Activity: Output each entry below as it stands, leaving out every picture.

[Opening Source information section]

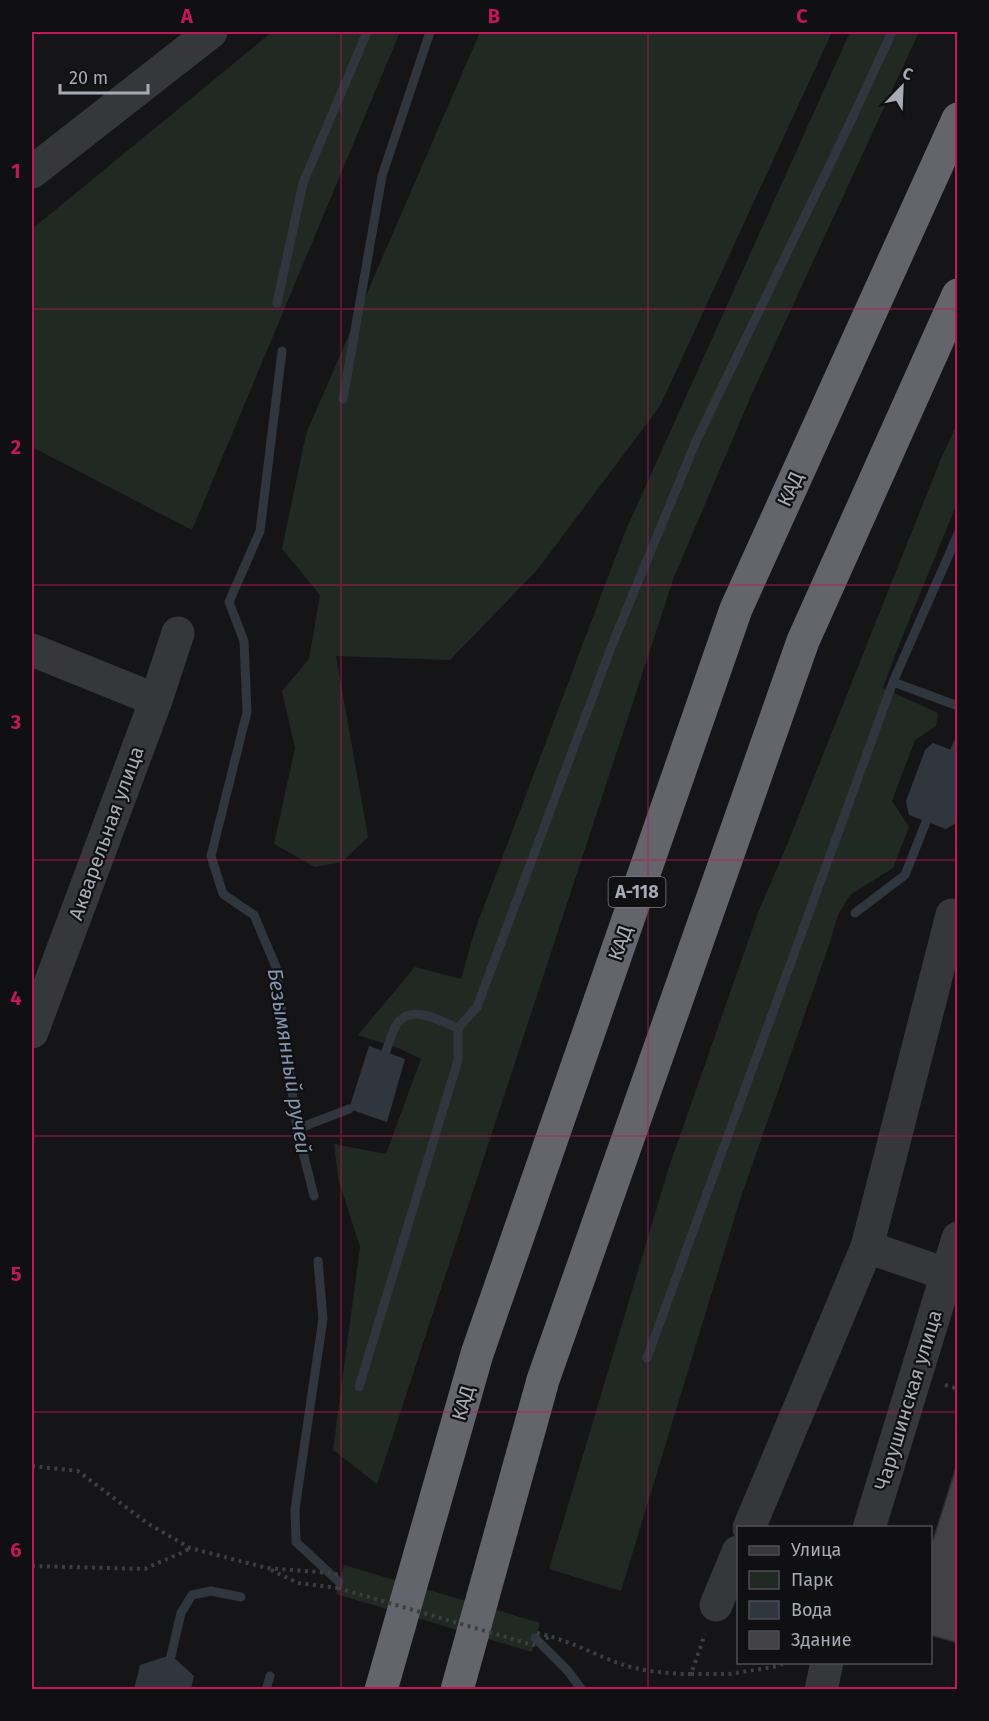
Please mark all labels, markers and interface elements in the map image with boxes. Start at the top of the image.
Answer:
text: A [180,4,194,28]
text: B [488,4,500,28]
text: C [796,4,808,28]
scale bar [60,57,148,95]
north arrow [872,57,932,117]
text: С [900,63,916,85]
text: 20 m [69,67,108,89]
text: 1 [11,159,21,183]
text: 2 [11,435,21,459]
street label: КАД [772,468,808,510]
text: 3 [10,710,21,734]
street label: Акварельная улица [63,743,149,923]
road number: А-118 [608,877,666,907]
street label: КАД [603,922,637,964]
water label: Безымянный ручей [261,966,317,1156]
text: 4 [10,986,22,1010]
text: 5 [11,1262,22,1286]
street label: Чарушинская улица [869,1307,947,1493]
street label: КАД [447,1383,479,1423]
legend [737,1526,932,1664]
text: 6 [10,1538,22,1562]
text: Улица [791,1539,841,1561]
text: Парк [791,1569,834,1591]
text: Вода [791,1599,832,1621]
text: Здание [791,1629,852,1651]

[Closing Source information section]

Response area:
Please mark all labels, markers and interface elements in the map image with boxes. Start at the top of the image.
Answer:
text: A [180,4,194,28]
text: B [488,4,500,28]
text: C [796,4,808,28]
scale bar [60,57,148,95]
north arrow [872,57,932,117]
text: С [900,63,916,85]
text: 20 m [69,67,108,89]
text: 1 [11,159,21,183]
text: 2 [11,435,21,459]
street label: КАД [772,468,808,510]
text: 3 [10,710,21,734]
street label: Акварельная улица [63,743,149,923]
road number: А-118 [608,877,666,907]
street label: КАД [603,922,637,964]
water label: Безымянный ручей [261,966,317,1156]
text: 4 [10,986,22,1010]
text: 5 [11,1262,22,1286]
street label: Чарушинская улица [869,1307,947,1493]
street label: КАД [447,1383,479,1423]
legend [737,1526,932,1664]
text: 6 [10,1538,22,1562]
text: Улица [791,1539,841,1561]
text: Парк [791,1569,834,1591]
text: Вода [791,1599,832,1621]
text: Здание [791,1629,852,1651]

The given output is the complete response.